Et puis cette saison, dans ses rencontres hexagonales, il semble que le PSG soit abonné aux matchs en rafale. Ils auront donc joué quatre fois Lyon cette saison et joueront également quatre fois Sainté puisque les Parisiens se sont qualifiés hier soir face un OL qui a pas mal joué au ballon mais qui s’est montré bien trop inoffensif, à l’image d’un Lacazette totalement perdu dans un dispositif où il se retrouve franchement esseulé. Il faut dire aussi que, si le PSG est moins dominateur au milieu quand il est privé de deux titulaires sur trois, sur le plan défensif il reste d’une intransigeance totale. 

Milliardaires ou pas…

Après, tous ces matchs se ressemblent un peu : on attend le moment où l’adversaire va baisser un tant soit peu de rythme, ce qui équivaut à parler du moment où Ibra va marquer. C’est encore arrivé hier, sur une remarquable action menée côté gauche par Lucas. Après un match très décevant dimanche à Marseille, le Brésilien a été le meilleur Parisien hier soir.
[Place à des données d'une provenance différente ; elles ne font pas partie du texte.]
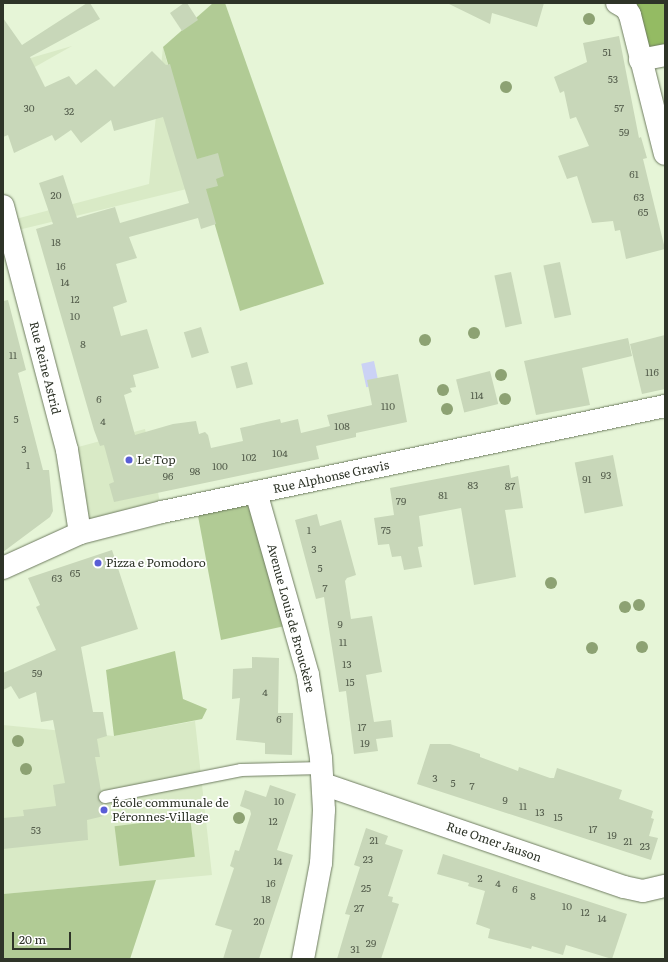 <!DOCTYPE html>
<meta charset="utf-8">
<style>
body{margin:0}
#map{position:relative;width:668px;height:962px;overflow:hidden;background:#e6f5d7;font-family:Literata,serif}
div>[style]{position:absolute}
.built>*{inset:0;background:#d9eac6}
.green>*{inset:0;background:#b1cb95;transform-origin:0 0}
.forest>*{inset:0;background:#94bb63}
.water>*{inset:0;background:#cbd2f5;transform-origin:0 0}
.building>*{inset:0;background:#c8d7b9;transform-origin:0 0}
.roads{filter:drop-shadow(0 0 1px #6f7c61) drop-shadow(0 0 1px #6f7c61)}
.lane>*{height:12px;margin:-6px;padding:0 6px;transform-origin:6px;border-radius:6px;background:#fff}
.street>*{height:22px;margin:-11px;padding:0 11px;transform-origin:11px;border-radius:11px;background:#fff}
.trees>*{width:12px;height:12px;margin:-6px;border-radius:50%;background:#8da273}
.dots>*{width:11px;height:11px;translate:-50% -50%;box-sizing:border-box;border:2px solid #fff;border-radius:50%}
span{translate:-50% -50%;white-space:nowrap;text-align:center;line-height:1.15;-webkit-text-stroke:3.5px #fff;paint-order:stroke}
.number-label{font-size:10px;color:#545d4c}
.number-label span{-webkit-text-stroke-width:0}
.street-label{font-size:12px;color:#2e3428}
.poi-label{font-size:12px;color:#2e3428}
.left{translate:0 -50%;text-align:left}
.frame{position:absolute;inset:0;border:4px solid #2e3428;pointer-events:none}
.scale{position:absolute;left:12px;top:932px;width:59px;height:18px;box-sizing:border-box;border:2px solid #2e3428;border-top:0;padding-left:5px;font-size:12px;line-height:14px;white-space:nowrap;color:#2e3428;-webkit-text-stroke:3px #fff;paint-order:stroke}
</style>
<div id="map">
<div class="built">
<div style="clip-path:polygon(72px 46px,3px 85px,3px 66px)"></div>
<div style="clip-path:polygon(163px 47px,199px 186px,10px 232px,8px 221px,149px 184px)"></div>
<div style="clip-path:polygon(145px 429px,162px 512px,80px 533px,67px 450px)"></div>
<div style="clip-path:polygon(195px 721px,212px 875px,3px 894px,3px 725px,114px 736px)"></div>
</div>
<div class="green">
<div style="clip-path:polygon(213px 3px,225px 3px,324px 284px,240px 311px,163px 47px)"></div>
<div style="clip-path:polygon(256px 492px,294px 624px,221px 640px,196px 505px)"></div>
<div style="clip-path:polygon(175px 651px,183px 699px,207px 709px,202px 719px,114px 736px,106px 670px)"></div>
<div style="left:190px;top:817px;width:40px;height:76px;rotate:83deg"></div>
<div style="clip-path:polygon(156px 880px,130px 959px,3px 959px,3px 894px)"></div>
</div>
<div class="forest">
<div style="clip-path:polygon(622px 3px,665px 3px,665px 55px,640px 60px)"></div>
</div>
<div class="water">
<div style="left:374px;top:361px;width:24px;height:13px;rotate:78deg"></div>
</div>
<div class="building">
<div style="clip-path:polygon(87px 3px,90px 3px,100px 19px,30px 57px,45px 87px,69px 76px,76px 85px,96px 69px,114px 87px,152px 51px,166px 65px,170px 64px,197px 159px,218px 153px,224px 176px,216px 179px,218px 186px,206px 189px,216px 224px,201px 229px,198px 218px,129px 237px,137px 258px,116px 264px,127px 302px,113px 307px,121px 336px,147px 329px,159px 368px,133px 375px,136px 387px,130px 388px,132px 392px,124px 395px,135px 435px,173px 424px,196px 421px,199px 434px,205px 432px,208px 435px,211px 448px,243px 441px,240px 428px,280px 419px,281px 423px,298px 419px,301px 433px,330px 426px,327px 415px,372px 405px,367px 380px,398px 374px,407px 422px,356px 433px,356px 437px,316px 446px,319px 459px,114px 502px,109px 484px,114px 482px,104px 445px,100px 446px,94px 430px,36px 229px,53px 224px,39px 183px,63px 175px,77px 218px,115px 207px,120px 223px,189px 203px,163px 117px,114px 131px,111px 120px,81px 143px,71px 130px,55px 141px,52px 135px,14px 153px,8px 135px,3px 137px,3px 18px,22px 45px)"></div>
<div style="clip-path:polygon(184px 3px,187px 3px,198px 20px,182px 31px,170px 13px)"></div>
<div style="clip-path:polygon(447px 3px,544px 3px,537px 27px,492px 13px,490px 24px)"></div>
<div style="clip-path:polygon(619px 36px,639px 138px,641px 137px,647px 158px,643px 159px,665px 249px,626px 259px,620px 230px,615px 231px,613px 221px,592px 223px,577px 176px,567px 179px,558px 156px,589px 146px,576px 117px,570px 119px,564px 91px,560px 93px,554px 77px,587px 62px,583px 43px)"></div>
<div style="left:560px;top:262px;width:54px;height:17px;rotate:78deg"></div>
<div style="left:511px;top:272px;width:53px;height:17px;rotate:78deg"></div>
<div style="clip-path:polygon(8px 300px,26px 370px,18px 373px,43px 470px,49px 470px,53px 511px,50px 517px,3px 552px,3px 301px)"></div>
<div style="left:201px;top:327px;width:27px;height:18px;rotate:73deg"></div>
<div style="clip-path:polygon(665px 335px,665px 389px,642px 394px,630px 344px)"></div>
<div style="clip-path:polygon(628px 338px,632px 356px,582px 368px,590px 405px,536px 415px,524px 361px)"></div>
<div style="left:247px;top:362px;width:23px;height:17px;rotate:75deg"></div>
<div style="left:490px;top:371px;width:34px;height:35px;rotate:76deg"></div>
<div style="left:613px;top:455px;width:52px;height:39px;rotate:79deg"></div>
<div style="clip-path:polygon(509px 465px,511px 478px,518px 476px,523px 508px,505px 510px,516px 577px,474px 585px,461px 508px,419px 516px,423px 546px,418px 547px,422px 567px,404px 570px,401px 556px,392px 557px,389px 544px,378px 545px,374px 518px,394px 515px,390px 488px)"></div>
<div style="clip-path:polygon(317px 514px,320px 526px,341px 520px,356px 575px,347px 578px,345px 581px,351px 619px,372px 616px,382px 672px,366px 675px,374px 722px,391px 720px,393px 737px,376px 739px,378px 751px,354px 754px,346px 691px,339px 692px,324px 597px,316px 599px,295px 520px)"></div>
<div style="clip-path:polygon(112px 550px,138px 629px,81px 647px,93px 712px,103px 712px,107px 736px,97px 739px,100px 757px,95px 757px,101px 791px,98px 798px,103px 804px,104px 816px,87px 820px,88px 840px,3px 849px,3px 818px,24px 816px,23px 810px,56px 806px,53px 785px,65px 783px,53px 720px,41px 722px,36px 692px,19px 699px,11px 686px,3px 690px,3px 673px,56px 650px,36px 607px,40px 605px,28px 578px)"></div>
<div style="clip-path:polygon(252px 657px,279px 658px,278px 713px,293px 713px,292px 755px,265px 754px,265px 743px,236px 740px,240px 698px,232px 699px,233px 669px,252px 668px)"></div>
<div style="clip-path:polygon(430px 744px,450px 744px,480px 754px,480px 757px,518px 771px,519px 767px,550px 778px,554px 778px,557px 768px,622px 790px,619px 799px,653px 811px,651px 818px,654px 819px,649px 836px,658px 838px,651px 860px,417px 784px)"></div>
<div style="clip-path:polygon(270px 785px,296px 794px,277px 850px,293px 855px,259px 959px,223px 959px,232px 930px,215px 925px,234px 868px,230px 866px,235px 850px,239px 851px,251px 814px,250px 810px,240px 806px,245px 790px,266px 797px)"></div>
<div style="clip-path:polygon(366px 828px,388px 836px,385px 844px,403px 850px,388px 896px,393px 897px,392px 902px,399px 904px,381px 959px,337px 959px,350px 915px,345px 914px,360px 867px,354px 865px)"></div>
<div style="clip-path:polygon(443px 854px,627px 914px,612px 959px,566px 945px,563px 955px,532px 946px,531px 949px,488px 938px,490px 929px,476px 924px,485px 891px,468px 886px,469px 883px,437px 874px)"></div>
</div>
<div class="roads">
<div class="lane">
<div style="left:105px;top:797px;width:139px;rotate:-11.2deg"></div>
<div style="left:241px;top:770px;width:81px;rotate:-1.4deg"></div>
</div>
<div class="street">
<div style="left:617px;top:3px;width:10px;rotate:29deg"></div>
<div style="left:626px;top:8px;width:8px;rotate:60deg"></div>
<div style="left:630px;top:15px;width:143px;rotate:75.9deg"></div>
<div style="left:640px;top:60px;width:25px;rotate:-11deg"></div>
<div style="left:3px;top:206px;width:252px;rotate:75.3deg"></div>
<div style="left:67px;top:450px;width:84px;rotate:81.1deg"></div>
<div style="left:256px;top:492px;width:190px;rotate:74.1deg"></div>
<div style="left:308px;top:675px;width:84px;rotate:81.1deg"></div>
<div style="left:321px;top:758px;width:52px;rotate:86.7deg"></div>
<div style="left:324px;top:810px;width:53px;rotate:93.2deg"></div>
<div style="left:321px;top:863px;width:98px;rotate:100.6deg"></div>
<div style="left:3px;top:568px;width:85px;rotate:-24.4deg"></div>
<div style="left:80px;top:533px;width:85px;rotate:-14.4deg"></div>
<div style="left:162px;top:512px;width:514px;rotate:-11.9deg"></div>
<div style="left:323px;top:784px;width:318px;rotate:18.9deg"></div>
<div style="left:624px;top:887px;width:19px;rotate:12deg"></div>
<div style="left:643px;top:891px;width:23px;rotate:-13deg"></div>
</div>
</div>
<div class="trees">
<div style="left:589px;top:19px"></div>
<div style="left:506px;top:87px"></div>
<div style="left:474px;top:333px"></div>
<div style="left:425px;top:340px"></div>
<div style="left:501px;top:375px"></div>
<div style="left:443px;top:390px"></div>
<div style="left:505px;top:399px"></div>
<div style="left:447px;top:409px"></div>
<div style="left:551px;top:583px"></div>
<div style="left:639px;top:605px"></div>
<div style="left:625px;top:607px"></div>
<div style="left:642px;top:647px"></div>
<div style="left:592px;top:648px"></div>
<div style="left:18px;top:741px"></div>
<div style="left:26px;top:769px"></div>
<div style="left:239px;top:818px"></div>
</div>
<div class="dots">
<div style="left:129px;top:460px;background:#5a5ed6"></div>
<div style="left:98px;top:563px;background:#5a5ed6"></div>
<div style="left:104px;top:810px;background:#5a5ed6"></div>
</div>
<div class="number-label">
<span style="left:607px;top:52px">51</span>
<span style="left:613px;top:79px">53</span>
<span style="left:29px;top:108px">30</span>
<span style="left:619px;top:108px">57</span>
<span style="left:69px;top:111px">32</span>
<span style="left:624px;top:132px">59</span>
<span style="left:634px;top:174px">61</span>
<span style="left:56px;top:195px">20</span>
<span style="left:639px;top:197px">63</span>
<span style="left:643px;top:212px">65</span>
<span style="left:56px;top:242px">18</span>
<span style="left:61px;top:266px">16</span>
<span style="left:65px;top:282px">14</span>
<span style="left:75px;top:299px">12</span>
<span style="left:75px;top:316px">10</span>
<span style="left:83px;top:344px">8</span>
<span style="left:13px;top:355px">11</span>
<span style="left:652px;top:372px">116</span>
<span style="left:477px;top:395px">114</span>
<span style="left:99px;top:399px">6</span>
<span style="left:388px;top:406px">110</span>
<span style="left:16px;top:419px">5</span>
<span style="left:103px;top:421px">4</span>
<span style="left:342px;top:426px">108</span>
<span style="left:24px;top:449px">3</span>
<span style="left:280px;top:453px">104</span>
<span style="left:249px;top:457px">102</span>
<span style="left:28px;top:465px">1</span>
<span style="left:220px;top:466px">100</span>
<span style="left:195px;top:471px">98</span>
<span style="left:606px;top:475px">93</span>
<span style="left:168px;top:476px">96</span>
<span style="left:587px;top:479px">91</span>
<span style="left:473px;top:485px">83</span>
<span style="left:510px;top:486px">87</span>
<span style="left:443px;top:495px">81</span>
<span style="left:401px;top:501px">79</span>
<span style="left:309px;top:530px">1</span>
<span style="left:386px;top:530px">75</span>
<span style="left:314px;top:549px">3</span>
<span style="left:320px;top:568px">5</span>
<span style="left:75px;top:573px">65</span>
<span style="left:57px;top:578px">63</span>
<span style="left:325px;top:588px">7</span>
<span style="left:340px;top:624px">9</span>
<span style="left:343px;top:642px">11</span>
<span style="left:347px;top:664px">13</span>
<span style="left:37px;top:673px">59</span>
<span style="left:350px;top:682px">15</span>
<span style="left:265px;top:692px">4</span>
<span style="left:279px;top:719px">6</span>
<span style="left:362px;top:727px">17</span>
<span style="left:365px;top:743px">19</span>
<span style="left:435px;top:778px">3</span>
<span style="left:453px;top:783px">5</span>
<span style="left:472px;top:786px">7</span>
<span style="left:505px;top:800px">9</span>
<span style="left:279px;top:801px">10</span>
<span style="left:523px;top:806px">11</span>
<span style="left:540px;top:812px">13</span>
<span style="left:558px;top:817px">15</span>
<span style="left:273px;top:821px">12</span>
<span style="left:593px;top:829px">17</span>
<span style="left:36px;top:830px">53</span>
<span style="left:612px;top:835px">19</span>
<span style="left:374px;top:840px">21</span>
<span style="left:628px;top:841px">21</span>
<span style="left:645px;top:846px">23</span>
<span style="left:368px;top:859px">23</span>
<span style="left:278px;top:861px">14</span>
<span style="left:480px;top:878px">2</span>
<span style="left:271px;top:883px">16</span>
<span style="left:498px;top:883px">4</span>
<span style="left:366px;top:888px">25</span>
<span style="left:515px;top:889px">6</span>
<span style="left:533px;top:896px">8</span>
<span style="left:266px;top:899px">18</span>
<span style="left:567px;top:906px">10</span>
<span style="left:359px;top:908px">27</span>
<span style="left:585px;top:912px">12</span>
<span style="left:602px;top:918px">14</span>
<span style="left:259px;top:921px">20</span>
<span style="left:371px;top:943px">29</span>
<span style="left:355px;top:949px">31</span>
</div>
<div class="street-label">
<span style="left:45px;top:368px;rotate:76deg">Rue Reine Astrid</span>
<span style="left:331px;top:477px;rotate:-12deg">Rue Alphonse Gravis</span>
<span style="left:291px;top:618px;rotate:75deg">Avenue Louis de Brouckère</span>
<span style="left:494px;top:842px;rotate:19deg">Rue Omer Jauson</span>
</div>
<div class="poi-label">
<span class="left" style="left:137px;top:460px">Le Top</span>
<span class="left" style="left:106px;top:563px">Pizza e Pomodoro</span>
<span class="left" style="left:112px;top:810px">École communale de<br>Péronnes-Village</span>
</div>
<div class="frame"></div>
<div class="scale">20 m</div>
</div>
Il a régalé le Parc de ses dribbles, il a joué juste, il délivre une passe décisive sur le premier but, il décale parfaitement Aurier sur le second, il frappe sur le poteau en fin de match… Vu la nouvelle prestation fantomatique - le terme le plus poli qui me vienne à l’esprit - de Cavani, il n’a pas grand chose à craindre pour sa place la semaine prochaine contre Chelsea.
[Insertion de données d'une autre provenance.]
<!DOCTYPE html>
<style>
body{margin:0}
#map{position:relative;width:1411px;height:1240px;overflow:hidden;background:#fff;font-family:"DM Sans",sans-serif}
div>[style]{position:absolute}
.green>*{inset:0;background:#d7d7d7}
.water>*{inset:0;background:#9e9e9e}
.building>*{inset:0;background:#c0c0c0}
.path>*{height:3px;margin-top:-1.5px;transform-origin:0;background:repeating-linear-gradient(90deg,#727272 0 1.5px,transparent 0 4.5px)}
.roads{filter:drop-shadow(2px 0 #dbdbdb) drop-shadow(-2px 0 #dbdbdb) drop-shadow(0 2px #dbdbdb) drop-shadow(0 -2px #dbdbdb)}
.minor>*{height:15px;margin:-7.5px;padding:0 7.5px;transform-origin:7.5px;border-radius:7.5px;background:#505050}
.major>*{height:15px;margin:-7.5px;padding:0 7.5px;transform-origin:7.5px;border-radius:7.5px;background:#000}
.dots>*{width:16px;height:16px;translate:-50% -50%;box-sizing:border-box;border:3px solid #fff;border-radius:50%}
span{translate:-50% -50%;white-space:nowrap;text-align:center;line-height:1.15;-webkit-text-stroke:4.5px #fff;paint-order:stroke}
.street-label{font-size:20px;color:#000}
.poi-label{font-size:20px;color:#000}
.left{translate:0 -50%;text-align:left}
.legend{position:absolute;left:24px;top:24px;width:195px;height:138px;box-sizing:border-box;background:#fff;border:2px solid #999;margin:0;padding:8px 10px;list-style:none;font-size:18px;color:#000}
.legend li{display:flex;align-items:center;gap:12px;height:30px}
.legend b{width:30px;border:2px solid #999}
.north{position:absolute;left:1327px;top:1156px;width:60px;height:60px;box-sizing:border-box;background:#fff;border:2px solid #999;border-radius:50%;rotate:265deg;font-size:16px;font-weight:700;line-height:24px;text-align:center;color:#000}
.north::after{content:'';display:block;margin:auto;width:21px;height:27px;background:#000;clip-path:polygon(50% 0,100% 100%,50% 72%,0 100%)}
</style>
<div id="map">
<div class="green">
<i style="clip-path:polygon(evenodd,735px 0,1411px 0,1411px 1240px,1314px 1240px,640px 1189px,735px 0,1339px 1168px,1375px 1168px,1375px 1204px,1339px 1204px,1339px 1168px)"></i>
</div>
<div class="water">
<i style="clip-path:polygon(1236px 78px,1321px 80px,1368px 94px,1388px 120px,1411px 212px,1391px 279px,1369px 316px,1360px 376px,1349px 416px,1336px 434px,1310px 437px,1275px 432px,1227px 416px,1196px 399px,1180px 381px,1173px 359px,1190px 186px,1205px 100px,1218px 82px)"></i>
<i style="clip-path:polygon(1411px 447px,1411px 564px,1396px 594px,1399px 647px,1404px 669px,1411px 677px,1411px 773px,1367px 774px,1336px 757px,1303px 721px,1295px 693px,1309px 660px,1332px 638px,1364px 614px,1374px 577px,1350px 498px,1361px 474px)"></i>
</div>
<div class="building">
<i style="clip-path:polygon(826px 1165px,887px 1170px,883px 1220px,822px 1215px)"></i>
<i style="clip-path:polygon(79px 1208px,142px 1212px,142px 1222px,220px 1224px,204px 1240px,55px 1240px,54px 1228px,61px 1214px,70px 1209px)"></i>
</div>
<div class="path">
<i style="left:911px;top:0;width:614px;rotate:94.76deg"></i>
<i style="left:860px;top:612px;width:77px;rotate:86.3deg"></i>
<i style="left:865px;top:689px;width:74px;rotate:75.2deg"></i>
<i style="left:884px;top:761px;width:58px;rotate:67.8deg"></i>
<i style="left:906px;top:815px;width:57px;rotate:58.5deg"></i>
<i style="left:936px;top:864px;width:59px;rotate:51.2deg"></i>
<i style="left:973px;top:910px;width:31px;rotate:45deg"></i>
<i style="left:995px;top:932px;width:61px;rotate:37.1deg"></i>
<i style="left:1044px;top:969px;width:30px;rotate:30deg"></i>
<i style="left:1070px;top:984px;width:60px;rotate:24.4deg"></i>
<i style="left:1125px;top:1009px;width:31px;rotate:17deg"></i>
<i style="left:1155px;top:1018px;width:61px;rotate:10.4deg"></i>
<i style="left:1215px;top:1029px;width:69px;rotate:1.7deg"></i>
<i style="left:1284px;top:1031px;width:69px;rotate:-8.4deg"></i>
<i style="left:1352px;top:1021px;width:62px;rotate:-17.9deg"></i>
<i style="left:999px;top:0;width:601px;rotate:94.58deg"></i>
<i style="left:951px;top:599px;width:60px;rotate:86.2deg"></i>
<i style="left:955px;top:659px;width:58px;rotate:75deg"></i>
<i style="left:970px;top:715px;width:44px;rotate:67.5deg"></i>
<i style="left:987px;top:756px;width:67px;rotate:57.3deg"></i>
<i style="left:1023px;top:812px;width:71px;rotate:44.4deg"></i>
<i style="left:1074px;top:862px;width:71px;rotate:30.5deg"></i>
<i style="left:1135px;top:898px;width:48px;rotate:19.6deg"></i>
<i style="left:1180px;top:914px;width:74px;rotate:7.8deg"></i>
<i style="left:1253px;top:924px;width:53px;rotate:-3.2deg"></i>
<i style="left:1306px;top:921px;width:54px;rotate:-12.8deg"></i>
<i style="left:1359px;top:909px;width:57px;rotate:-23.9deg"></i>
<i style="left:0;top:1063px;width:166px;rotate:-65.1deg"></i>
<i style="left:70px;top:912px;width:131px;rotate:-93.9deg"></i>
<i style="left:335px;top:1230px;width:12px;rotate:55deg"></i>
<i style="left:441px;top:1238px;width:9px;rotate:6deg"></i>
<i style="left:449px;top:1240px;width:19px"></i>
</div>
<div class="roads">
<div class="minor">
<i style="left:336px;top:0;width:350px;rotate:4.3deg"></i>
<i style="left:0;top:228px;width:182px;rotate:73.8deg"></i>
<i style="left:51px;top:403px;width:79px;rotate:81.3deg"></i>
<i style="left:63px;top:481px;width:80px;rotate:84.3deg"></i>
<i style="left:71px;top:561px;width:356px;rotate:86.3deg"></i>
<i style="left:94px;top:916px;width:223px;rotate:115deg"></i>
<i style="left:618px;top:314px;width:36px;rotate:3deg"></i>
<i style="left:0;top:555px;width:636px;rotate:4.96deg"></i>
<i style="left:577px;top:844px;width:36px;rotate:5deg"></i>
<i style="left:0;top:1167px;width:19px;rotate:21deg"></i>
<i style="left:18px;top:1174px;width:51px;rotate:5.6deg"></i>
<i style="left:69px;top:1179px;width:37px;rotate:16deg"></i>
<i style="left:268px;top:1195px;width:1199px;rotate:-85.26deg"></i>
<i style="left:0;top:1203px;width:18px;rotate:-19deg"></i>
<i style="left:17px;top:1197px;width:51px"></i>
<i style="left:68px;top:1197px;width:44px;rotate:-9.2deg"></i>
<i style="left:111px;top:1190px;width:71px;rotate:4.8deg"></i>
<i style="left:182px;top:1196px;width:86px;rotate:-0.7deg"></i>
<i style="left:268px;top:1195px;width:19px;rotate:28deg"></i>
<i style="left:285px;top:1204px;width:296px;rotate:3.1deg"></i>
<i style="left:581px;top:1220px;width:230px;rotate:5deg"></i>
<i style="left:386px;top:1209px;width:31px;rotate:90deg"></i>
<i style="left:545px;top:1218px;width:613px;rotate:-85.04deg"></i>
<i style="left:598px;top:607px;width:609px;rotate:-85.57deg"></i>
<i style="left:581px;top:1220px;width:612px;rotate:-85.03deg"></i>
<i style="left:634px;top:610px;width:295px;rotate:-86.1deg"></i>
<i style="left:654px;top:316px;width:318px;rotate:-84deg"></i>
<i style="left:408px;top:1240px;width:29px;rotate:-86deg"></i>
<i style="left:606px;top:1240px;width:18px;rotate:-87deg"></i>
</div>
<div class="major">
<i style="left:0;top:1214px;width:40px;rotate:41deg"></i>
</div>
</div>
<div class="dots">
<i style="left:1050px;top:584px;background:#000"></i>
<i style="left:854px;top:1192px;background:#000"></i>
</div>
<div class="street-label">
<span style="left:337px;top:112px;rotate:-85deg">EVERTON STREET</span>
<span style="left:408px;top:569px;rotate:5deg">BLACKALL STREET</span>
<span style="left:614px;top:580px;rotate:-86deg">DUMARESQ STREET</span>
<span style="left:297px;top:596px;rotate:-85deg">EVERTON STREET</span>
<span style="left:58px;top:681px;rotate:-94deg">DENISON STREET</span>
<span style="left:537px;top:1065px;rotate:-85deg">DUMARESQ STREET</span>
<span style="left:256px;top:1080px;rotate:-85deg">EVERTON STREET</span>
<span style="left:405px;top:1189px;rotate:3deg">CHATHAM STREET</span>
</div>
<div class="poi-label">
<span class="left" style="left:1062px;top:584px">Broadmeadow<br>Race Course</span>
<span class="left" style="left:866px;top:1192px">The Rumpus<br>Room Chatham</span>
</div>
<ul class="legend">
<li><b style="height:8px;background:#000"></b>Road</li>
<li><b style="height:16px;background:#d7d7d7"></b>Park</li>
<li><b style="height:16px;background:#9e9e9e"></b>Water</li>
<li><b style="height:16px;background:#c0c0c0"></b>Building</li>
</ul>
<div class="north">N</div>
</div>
Alors oui, le second but de Zlatan est peut-être hors-jeu d’une cuisse mais là, très honnêtement et quelle que soit l’équipe impliquée, c’est impossible à voir à vitesse réelle. En revanche, ce n’est pas le cas sur le troisième, où Cavani et Rabiot sont tous deux largement hors-jeu. Le plus terrible, c’est qu’on ne peut pas en vouloir à monsieur Turpin, qui semble avoir un gros doute mais doit se fier à son assesseur, qui lui confirme qu’il est sûr de lui. Une énième preuve que cet arbitrage à cinq est une fumisterie absolue et qu’il faut d’urgence trouver autre chose.

En quart de finale, le PSG affrontera donc Saint-Etienne, soit le tirage le plus compliqué en attendant la qualification probable de l’OM, aujourd’hui à Trélissac. Un match à Geoffroy-Guichard qui s’annonce difficile, notamment sur le plan physique, une semaine avant le match retour à Chelsea. Mais c’est aussi le choix du club parisien de ne rien brader, de ne galvauder aucune compétition. De gagner tous les matchs, tout le temps. Je l’ai déjà dit mais je vais me répéter : à ce niveau-là, leur professionnalisme est à louer. Parce que, milliardaires ou pas, ils ont deux bras et deux jambes comme les autres et la lassitude physique pourrait les gagner aussi.